More detail lives in the Hugo site under `docs-site`.

Quick health check with any tus 1.0.0 client:

```bash
curl -i -X POST http://localhost:8080/files \
  -H "Tus-Resumable: 1.0.0" \
  -H "Upload-Length: 11" \
  -H "Upload-Metadata: filename aGVsbG8udHh0"
```

A `201 Created` response with a `Location` header indicates the endpoint is ready.

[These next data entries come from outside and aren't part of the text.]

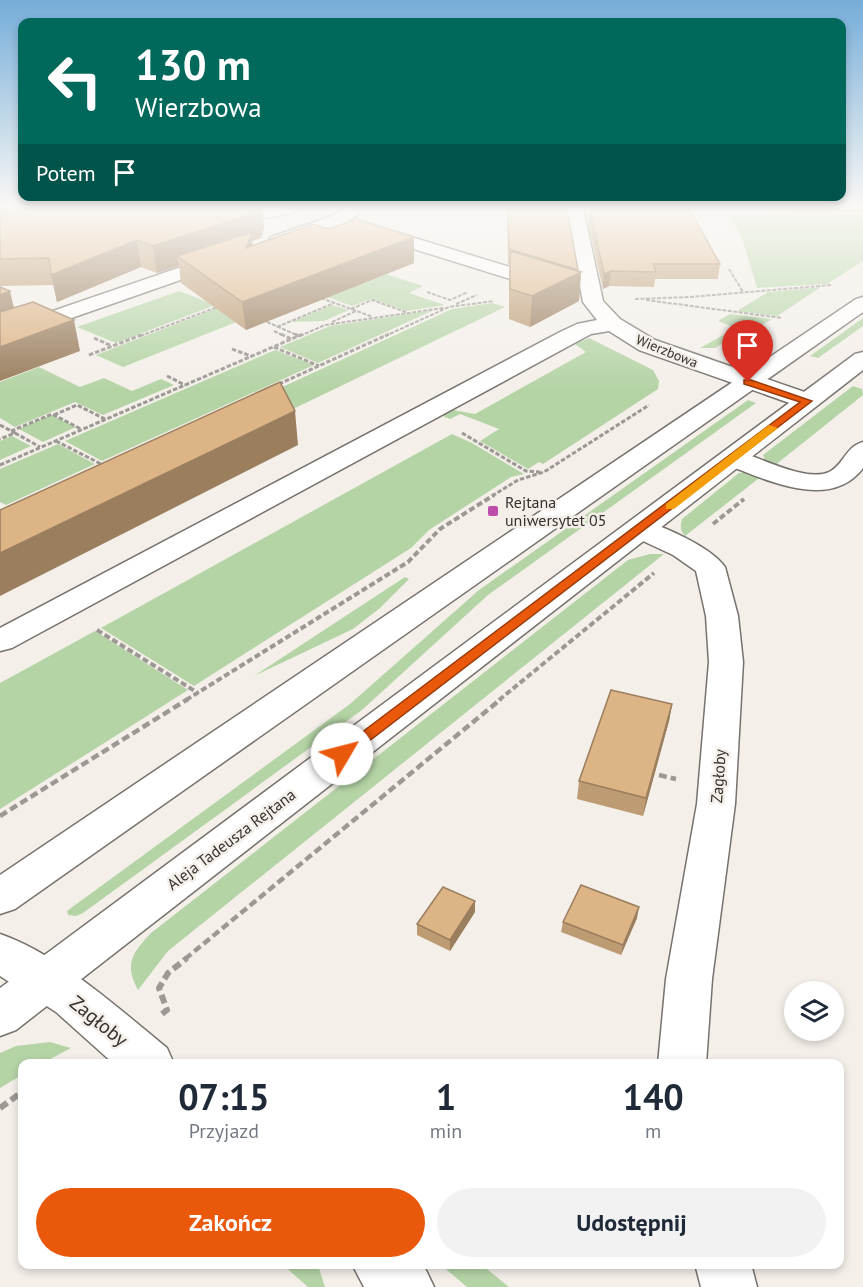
<!DOCTYPE html>
<html lang="pl">
<meta charset="utf-8">
<style>
body{margin:0;font-family:"PT Sans",sans-serif;background:#f2f2f3;color:#1f2937;height:100vh;display:flex;flex-direction:column;font-size:22px;white-space:nowrap}
*{box-sizing:border-box;margin:0}
p{font-size:20px;color:#747a83}
.icon{flex:none;width:33px;height:33px;fill:none;stroke:currentColor;stroke-width:2;stroke-linecap:round;stroke-linejoin:round}
.map{position:relative;flex:1;overflow:hidden}
.side{position:absolute;left:18px;top:1059px;width:826px;height:210px;display:flex;flex-direction:column;background:#fff;border-radius:12px;box-shadow:0 3px 9px #0003}
.side>*{flex:none}
.guide{position:absolute;left:18px;top:18px;width:828px;height:183px;border-radius:12px;box-shadow:0 3px 9px #0003;background:#00695c;color:#fff;overflow:hidden}
.controls{position:absolute;left:784px;top:981px;display:grid;gap:12px}
.controls a{display:grid;place-items:center;width:60px;height:60px;border-radius:50%;background:#fff;box-shadow:0 3px 9px #0003;font-size:30px}
.pin{position:absolute;display:grid;place-items:center;width:51px;height:51px;color:#fff;margin:-62px -26px;border-radius:50% 50% 50% 0;rotate:-45deg;box-shadow:0 0 6px #0007}
.pin .icon{rotate:45deg}
.me{position:absolute;width:66px;margin:-33px;rotate:53deg;stroke-linejoin:round;filter:drop-shadow(0 0 4px #0008)}
.turn{display:flex;align-items:center;gap:21px;height:126px;padding:0 18px;font-size:27px}
.turn .icon{width:78px;height:78px;stroke-width:2.5}
.turn b{display:block;font-size:42px;line-height:51px}
.then{display:flex;align-items:center;height:57px;padding:0 18px;background:#0003;gap:12px;font-size:22px}
.eta{display:flex;justify-content:space-evenly;align-items:center;height:102px;text-align:center}
.eta b{font-size:36px;font-weight:800;line-height:42px}
.button{display:flex;gap:12px;margin-top:auto;padding:12px 18px}
.button a{flex:1;height:69px;border-radius:36px;background:#ea580c;color:#fff;font-size:24px;font-weight:800;line-height:69px;text-align:center}
.button a+a{background:#f2f2f3;color:#1f2937}
.map>svg:first-child{display:block}
</style>
<div class="map">
<svg width="863" height="1287" viewBox="0 0 863 1287">
<rect width="100%" height="100%" fill="#f4efe9"/>
<path fill="#b5d4a6" d="M863,214v47l-36,23 -70,4 -15,-50 -13,-22z
M343,260l80,26 -14,7 36,12 -38,6 -36,-12 -19,7 -55,-20z
M821,287l-44,29 -40,-5 31,-19z
M179,291l34,13v2l-97,37 -39,-16z
M492,303l13,4 -505,243v-33l452,-208z
M332,305l17,5 -25,11 -33,1z
M217,308l27,11 -121,48 -27,-12z
M434,310l-116,53 -38,-16 50,-21z
M730,314l42,5 -16,10 -16,4 -25,15h-15l36,-20 -18,-7z
M863,318v8l-45,32 -8,-2z
M589,338l64,32 6,11 -1,8 -115,75 -4,-2 -11,7 -48,-28 19,-12 -39,-15 -10,5 -7,-3 10,-6 22,4 111,-62 -11,-8z
M275,350l39,15 -212,96 -37,-20z
M39,367l41,20 24,-9 28,13 29,-12 13,6 -71,30 -28,-13 -60,25 -15,-9v-36z
M853,386l9,3 1,6 -89,71 -8,-3 -3,-8z
M748,400l8,3 -268,192 -126,115 -279,203 -7,3 -8,-1 -1,-4 283,-207 129,-114z
M51,415l25,12 -33,15 -24,-13z
M452,434l20,9 52,31 -13,3 -82,53 -18,18 -217,138 -93,-58z
M12,436l19,10 -31,14v-19z
M58,444l37,20 -89,41 -6,-3v-33z
M754,472l9,3 -78,61c-5,-5 -5,-10 -3,-17l57,-46z
M650,554h14l-496,397 -30,39c-14,-26 -6,-37 13,-57l477,-373z
M405,577l4,2 -29,29 -27,21 -99,47z
M95,631l93,59 -188,119v-126z
M50,1042l21,6 -28,15 -21,1v11l-22,13v-35l16,-7z
M283,1265h35l7,22h-17z
M441,1265h41l27,22h-42z"/>
<g fill="none" stroke-linecap="round" stroke-linejoin="round">
<g stroke="#77726d" stroke-width="3">
<path id="minor" d="M300,208c-11,12 -66,11 -83,11l-6,-1 -3,-4 3,-4 6,-1z
M346,208h21l-23,16 -61,21h-12l-3,-4 3,-4 61,-21z
M566,208h17l20,93 17,18 35,21 161,56 3,5 -3,5 -9,2 -9,-2 -159,-56 -30,-19 -18,3 -579,314 -12,3v-23l560,-296 17,-8 20,-4 -14,-18z
M372,225l187,57 3,4 -3,4h-14l-179,-56 -3,-4 3,-4z
M222,253l7,2 2,4 -2,4 -229,80v-14z
M863,442v26c-33,44 -98,11 -138,-4l-4,-6 4,-6 9,-2c24,6 72,33 95,22 15,-7 16,-25 34,-30z
M640,520c24,6 71,27 85,47l13,49 5,46 -8,142 -23,175 -6,85h-48l8,-85 31,-175 12,-142 -3,-46 -10,-45 -23,-16 -43,-20 -4,-6 4,-6z
M0,934c60,21 118,74 167,114l7,16h-60l-58,-52 -56,-36z
M352,1264h71l11,23h-70z
M695,1264h56l6,23h-56z"/>
</g>
<g stroke="#77726d" stroke-width="3">
<path id="major" d="M863,297v15l-848,597 -15,5v-39l856,-576z
M863,352v18l-847,660 -16,6v-48l855,-634z"/>
</g>
<path stroke="#9c9894" stroke-width="2" stroke-dasharray="4 1.5" stroke-linecap="butt" d="M729,269l14,23
M427,292l23,8 18,-8
M321,298l52,19
M635,299l55,-2 141,-12
M646,300l136,18
M456,304l21,-9
M351,309l21,-9 34,12
M267,322l32,14
M332,322l24,-11
M325,325l118,-17
M277,327l57,-24
M274,331l10,5
M140,336l80,-30
M300,336l25,-11
M385,336l64,-29 45,-6
M751,336l6,-3"/>
<path stroke="#9c9894" stroke-width="3" stroke-dasharray="4.5 2" stroke-linecap="butt" d="M281,334l10,5
M295,334l4,2
M94,338l18,8
M737,343l17,-9
M274,347l45,19
M232,349l19,7
M89,355l55,-21
M167,376l18,9
M279,384l110,-50
M54,415l23,-10 28,14
M0,425l15,8 -15,6
M11,431l41,-17 29,15
M15,433l25,14
M462,433l64,38 14,1
M56,441l47,24
M0,465l303,-131
M492,496l26,-16 26,-8 105,-67"/>
<path stroke="#9c9894" stroke-width="4" stroke-dasharray="6 3" stroke-linecap="butt" d="M713,524l31,-25
M97,630l101,63
M186,700l222,-138 32,-33 54,-34
M499,700l155,-127"/>
<path stroke="#9c9894" stroke-width="4.5" stroke-dasharray="8 4" stroke-linecap="butt" d="M659,775l17,4
M0,816l188,-117
M185,959l316,-260"/>
<path stroke="#9c9894" stroke-width="6" stroke-dasharray="9 4.5" stroke-linecap="butt" d="M162,1014l5,-4 -8,-22 9,-15 19,-15
M0,1108l22,-16"/>
<use href="#minor" fill="#fff" fill-rule="evenodd"/>
<use href="#major" fill="#fff" fill-rule="evenodd"/>
</g>
<path fill="#bd9b73" d="M0,208h262l2,20 -3,10 -9,3 1,5 76,-17 85,8v26l-168,67 -65,-47 -2,-17 -22,7 -16,-6 -84,35 -3,-17 -54,1z
M507,208h52l19,63 3,1 -2,29 -49,26 -21,-8v-55h-1z
M789,208h72v4l-67,1z
M590,209l130,55 -2,15h-63l-1,8 -45,-1 -6,3 -15,-66z
M672,704l-3,17 -26,95 -66,-17 2,-18z
M475,912l-25,39 -33,-16v-11z
M637,918l-16,37 -60,-23 2,-10z"/>
<path fill="#9a7e5e" d="M260,208h2l2,20 -3,10 -9,3 2,16 -77,-1 2,10 -22,7 -4,-27z
M414,237v26l-168,67 -4,-28z
M137,240l4,27 -84,35 -6,-27z
M611,271l-2,15 -6,3 1,-15z
M581,272l-2,29 -49,26 2,-31z
M10,291l7,30 -17,6v-32z
M74,320l6,31 -80,30v-34z
M295,411l3,34 -298,151v-43z
M672,704l-3,17 -26,95 3,-18z
M475,901v11l-25,39v-11z
M639,907l-2,11 -16,37 2,-10z"/>
<path fill="#dcb486" stroke="#9a7e5e" stroke-width="1.5" d="M0,208h260l-2,4 -105,34 -16,-6 -86,35 -2,-17 -49,1z
M508,208l59,1 11,61 -69,-21z
M590,209h99l31,55h-67l3,8 -45,-1 -7,3z
M356,219l58,18 -172,65 -65,-46 75,-24 -6,16 67,-24 16,5z
M510,251l71,21 -49,24 -22,-7z
M0,287l10,4 -10,4z
M33,302l41,18 -74,27v-35z
M280,382l15,29 -295,142v-43z
M611,690l61,14 -26,94 -67,-17z
M581,885l58,22 -16,38 -60,-23z
M443,887l32,14 -25,39 -33,-16z"/>
<linearGradient id="sky" x2="0" y2="1"><stop stop-color="#75add9"/><stop offset="0.53" stop-color="#faf8f5"/><stop offset="1" stop-color="#faf8f5" stop-opacity="0"/></linearGradient>
<rect width="863" height="389" fill="url(#sky)"/>
<path fill="#ea580c" stroke="#983908" stroke-width="1.5" d="M744,380h7l61,21 -465,357h-10l-3,-4 3,-3 463,-349 -56,-18z"/>
<path fill="#f59e0b" d="M769,425l9,3 -104,81h-8v-5z"/>
<rect fill="#bc4eac" stroke="#f4efe9" stroke-width="2" x="487" y="505" width="12" height="12" rx="3"/>
<g text-anchor="middle" stroke-width="5" stroke-linejoin="round" paint-order="stroke">
<g font-size="14" fill="#34312f" stroke="#f4efe9">
<text transform="translate(667 351) rotate(22)" y="5">Wierzbowa</text>
</g>
<g font-size="16" fill="#34312f" stroke="#f4efe9" text-anchor="start">
<text x="505" y="508">Rejtana<tspan x="505" dy="18">uniwersytet 05</tspan></text>
</g>
<g font-size="16" fill="#34312f" stroke="#f4efe9">
<text transform="translate(718 776) rotate(-86)" y="6">Zagłoby</text>
<text transform="translate(231 839) rotate(-37)" y="6">Aleja Tadeusza Rejtana</text>
</g>
<g font-size="20" fill="#34312f" stroke="#f4efe9">
<text transform="translate(99 1021) rotate(39)" y="7">Zagłoby</text>
</g>
</g>
</svg>
<div class="controls">
<a><svg class="icon" aria-label="layers" viewBox="0 0 24 24"><path d="M12 4l9 5-9 5-9-5zM3 14l9 5 9-5"/></svg></a>
</div>
<div class="pin" style="left:748px;top:382px;background:#d93025"><svg class="icon" aria-label="arrive" viewBox="0 0 24 24"><path d="M6 21V4h12l-3 4 3 4H6"/></svg></div>
<svg class="me" style="left:342px;top:754px" viewBox="-20 -20 40 40"><circle r="19" fill="#fff"/><path d="M0-13L10 11 0 6-10 11z" fill="#ea580c"/></svg>
<div class="guide">
<div class="turn"><svg class="icon" aria-label="left" viewBox="0 0 24 24"><path d="M17 20v-9H6M10 6l-5 5 5 5"/></svg><div><b>130 m</b>Wierzbowa</div></div>
<div class="then">Potem<svg class="icon" aria-label="arrive" viewBox="0 0 24 24"><path d="M6 21V4h12l-3 4 3 4H6"/></svg></div>
</div>
<section class="side">
<div class="eta">
<div><b>07:15</b><p>Przyjazd</p></div>
<div><b>1</b><p>min</p></div>
<div><b>140</b><p>m</p></div>
</div>
<div class="button"><a>Zakończ</a><a>Udostępnij</a></div>
</section>
</div>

### Build and test from this repository

```bash
cargo test --workspace
```

The [Hugo](https://gohugo.io/) documentation site lives under `docs-site`; build it with:

```bash
cd docs-site && hugo --minify
```

## Contributing

- **Issues and PRs** — open an issue to discuss larger changes; pull requests are welcome for fixes and improvements that match the project’s scope (tus protocol implementation, adapters, and stores).
- **Checks** — before submitting, run `cargo fmt --all`, `cargo clippy --workspace --all-targets`, and `cargo test --workspace` so CI stays green. This repo pins a Rust toolchain with `rustfmt` and `clippy` in `rust-toolchain.toml`.
- **Style** — follow existing patterns in the crate you touch; the workspace forbids `unsafe_code`. Prefer explicit error handling over panicking in library and application code.
- **Documentation** — user-facing behavior worth explaining should be reflected in crate docs or the `docs-site` content when it affects how people integrate or operate fileloft.

Licensed under the MIT license (see crate metadata).